Assignment. Skipping all images, output the listing word for word.

Recorded data.
──────────

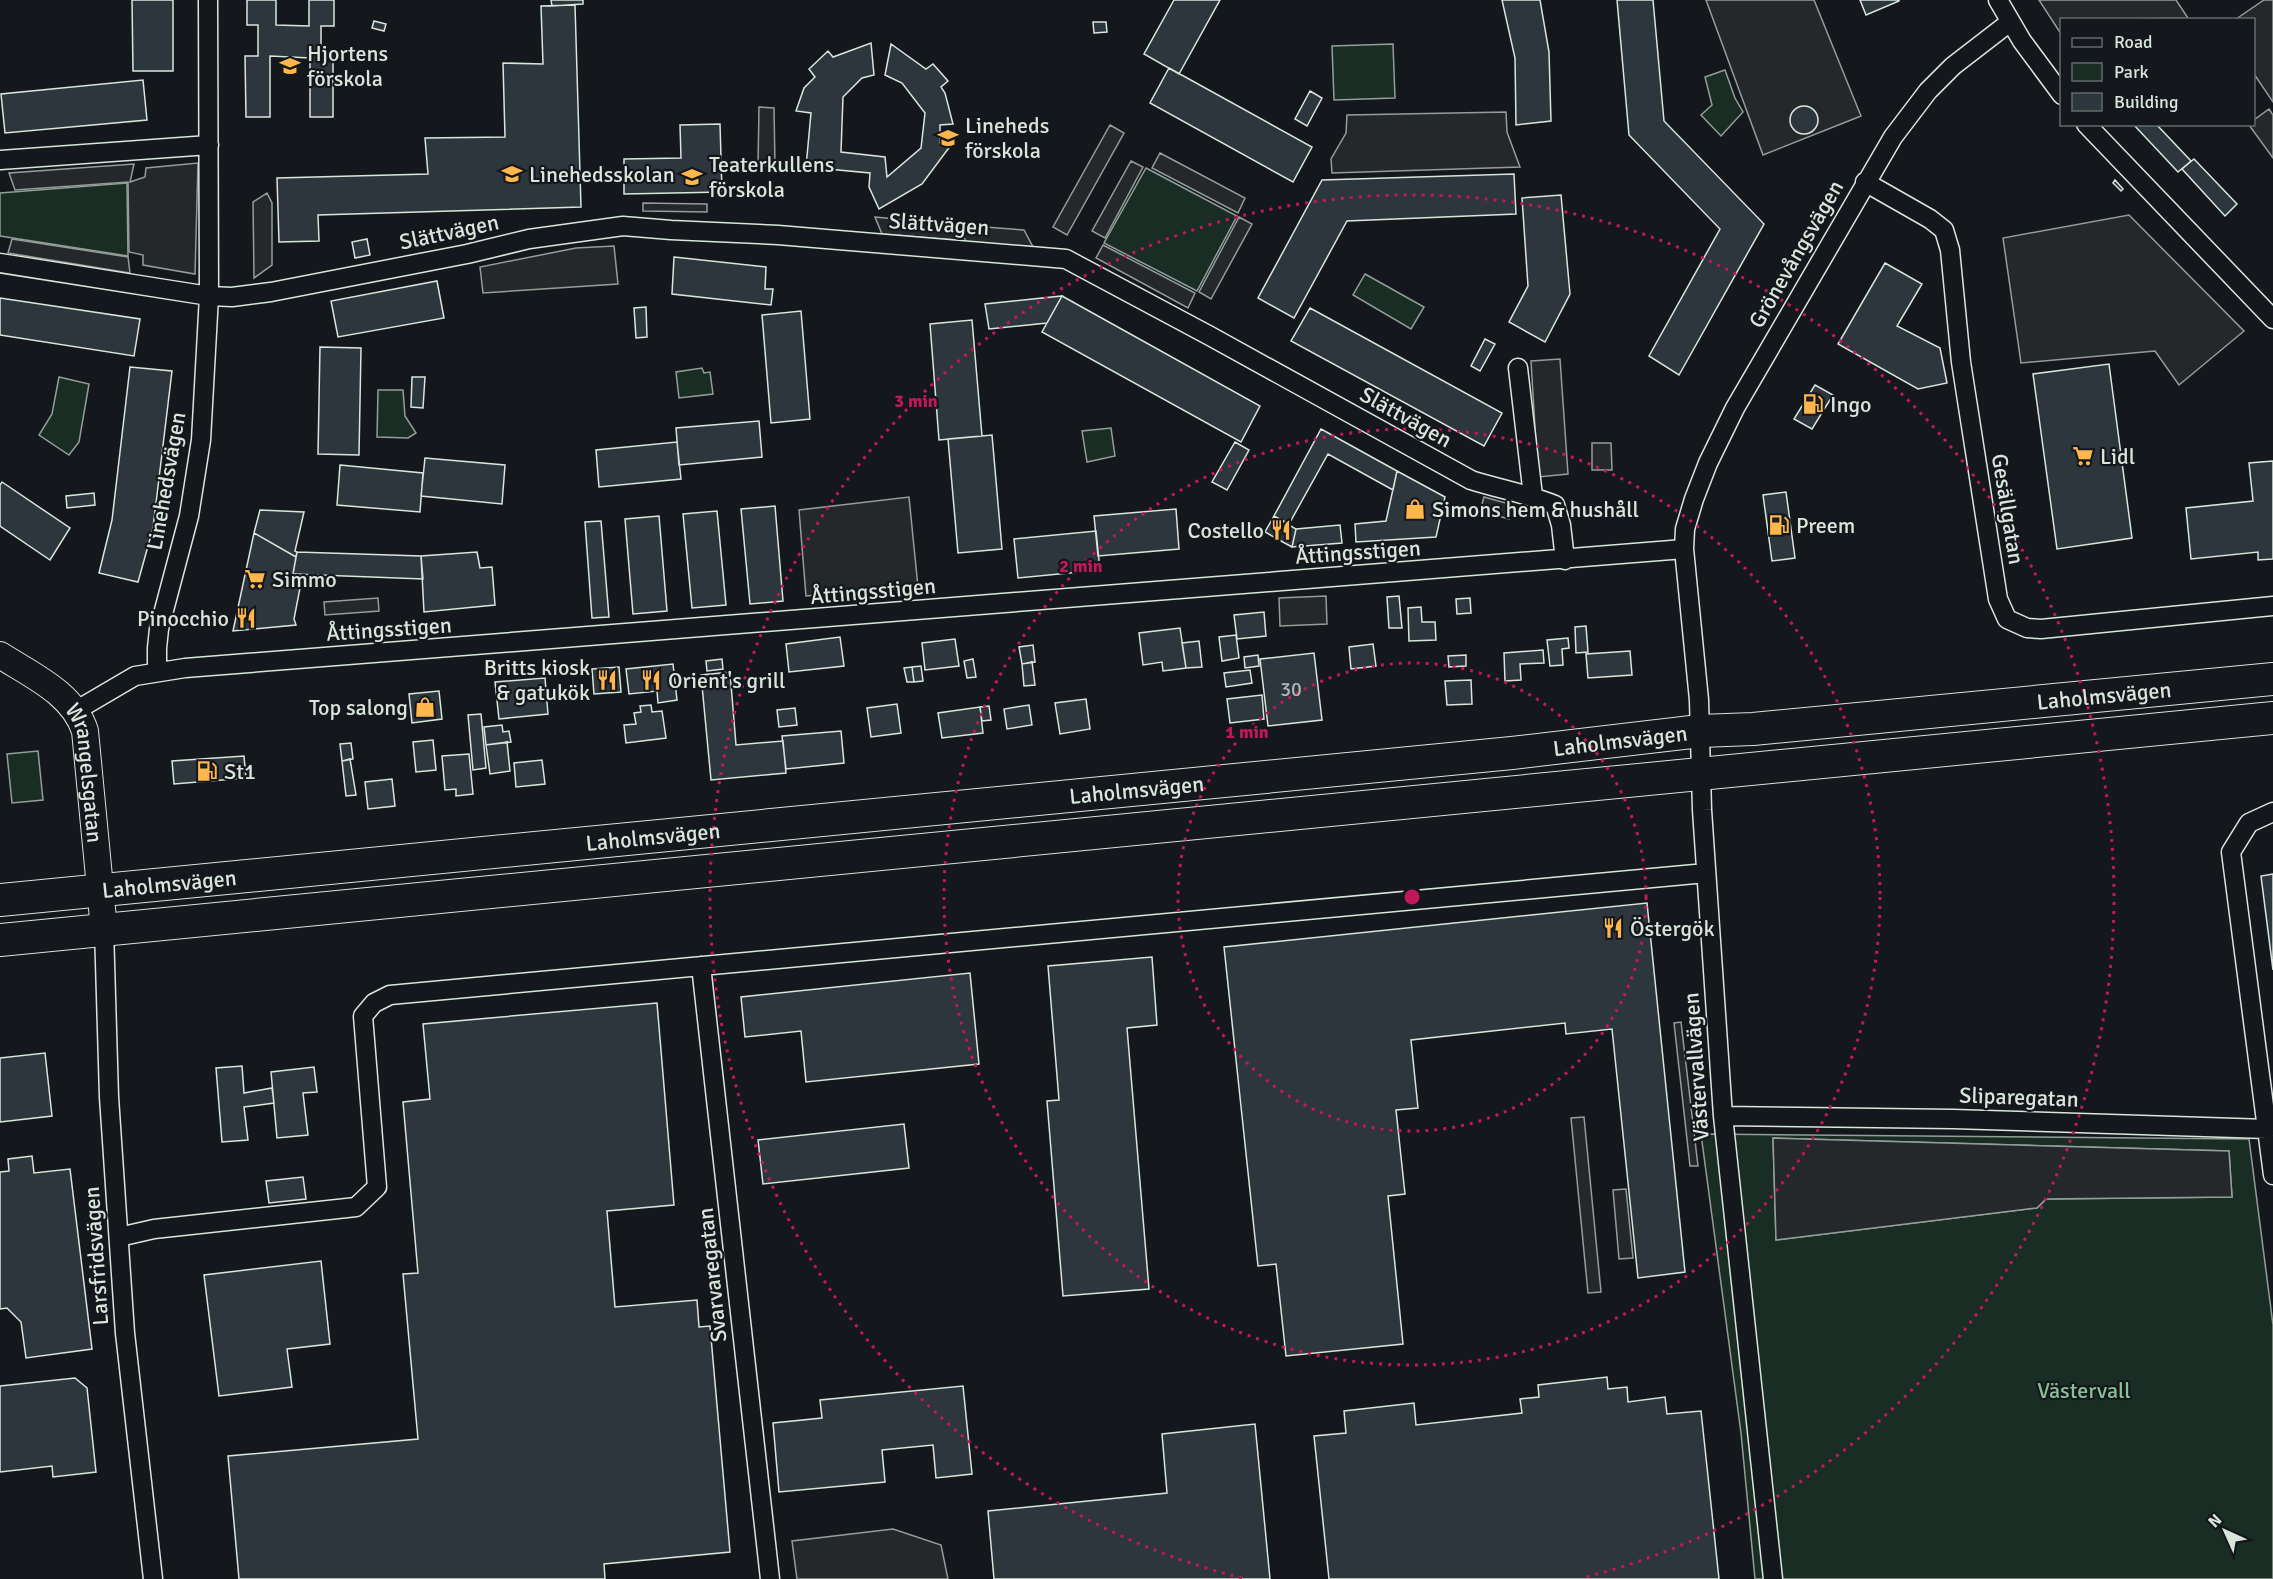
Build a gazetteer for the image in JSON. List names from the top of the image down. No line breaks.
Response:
{"streets":{"highway":["Laholmsvägen"],"main road":["Wrangelsgatan"],"street":["Slättvägen","Grönevångsvägen","Linehedsvägen","Gesällgatan","Åttingsstigen","Västervallvägen","Sliparegatan","Larsfridsvägen","Svarvaregatan"]},"crossings":[["Slättvägen","Linehedsvägen"],["Slättvägen","Åttingsstigen"],["Grönevångsvägen","Gesällgatan"],["Grönevångsvägen","Åttingsstigen"],["Grönevångsvägen","Västervallvägen"],["Linehedsvägen","Åttingsstigen"],["Åttingsstigen","Wrangelsgatan"],["Åttingsstigen","Västervallvägen"],["Laholmsvägen","Wrangelsgatan"],["Laholmsvägen","Västervallvägen"],["Laholmsvägen","Larsfridsvägen"],["Wrangelsgatan","Larsfridsvägen"],["Västervallvägen","Sliparegatan"]],"parks":["Västervall"],"places":{"school or university":["Hjortens förskola","Lineheds förskola","Linehedsskolan","Teaterkullens förskola"],"fuel station":["Ingo","Preem","St1"],"supermarket":["Lidl","Simmo"],"shop":["Simons hem & hushåll","Top salong"],"restaurant":["Costello","Pinocchio","Britts kiosk & gatukök","Orient's grill","Östergök"]},"house_numbers":["30"],"legend":["Road","Park","Building"],"north":"top left","rings":["3 min","2 min","1 min"]}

──────────

Task output.
Build a gazetteer for the image in JSON. List names from the top of the image down. No line breaks.
Response:
{"streets":{"highway":["Laholmsvägen"],"main road":["Wrangelsgatan"],"street":["Slättvägen","Grönevångsvägen","Linehedsvägen","Gesällgatan","Åttingsstigen","Västervallvägen","Sliparegatan","Larsfridsvägen","Svarvaregatan"]},"crossings":[["Slättvägen","Linehedsvägen"],["Slättvägen","Åttingsstigen"],["Grönevångsvägen","Gesällgatan"],["Grönevångsvägen","Åttingsstigen"],["Grönevångsvägen","Västervallvägen"],["Linehedsvägen","Åttingsstigen"],["Åttingsstigen","Wrangelsgatan"],["Åttingsstigen","Västervallvägen"],["Laholmsvägen","Wrangelsgatan"],["Laholmsvägen","Västervallvägen"],["Laholmsvägen","Larsfridsvägen"],["Wrangelsgatan","Larsfridsvägen"],["Västervallvägen","Sliparegatan"]],"parks":["Västervall"],"places":{"school or university":["Hjortens förskola","Lineheds förskola","Linehedsskolan","Teaterkullens förskola"],"fuel station":["Ingo","Preem","St1"],"supermarket":["Lidl","Simmo"],"shop":["Simons hem & hushåll","Top salong"],"restaurant":["Costello","Pinocchio","Britts kiosk & gatukök","Orient's grill","Östergök"]},"house_numbers":["30"],"legend":["Road","Park","Building"],"north":"top left","rings":["3 min","2 min","1 min"]}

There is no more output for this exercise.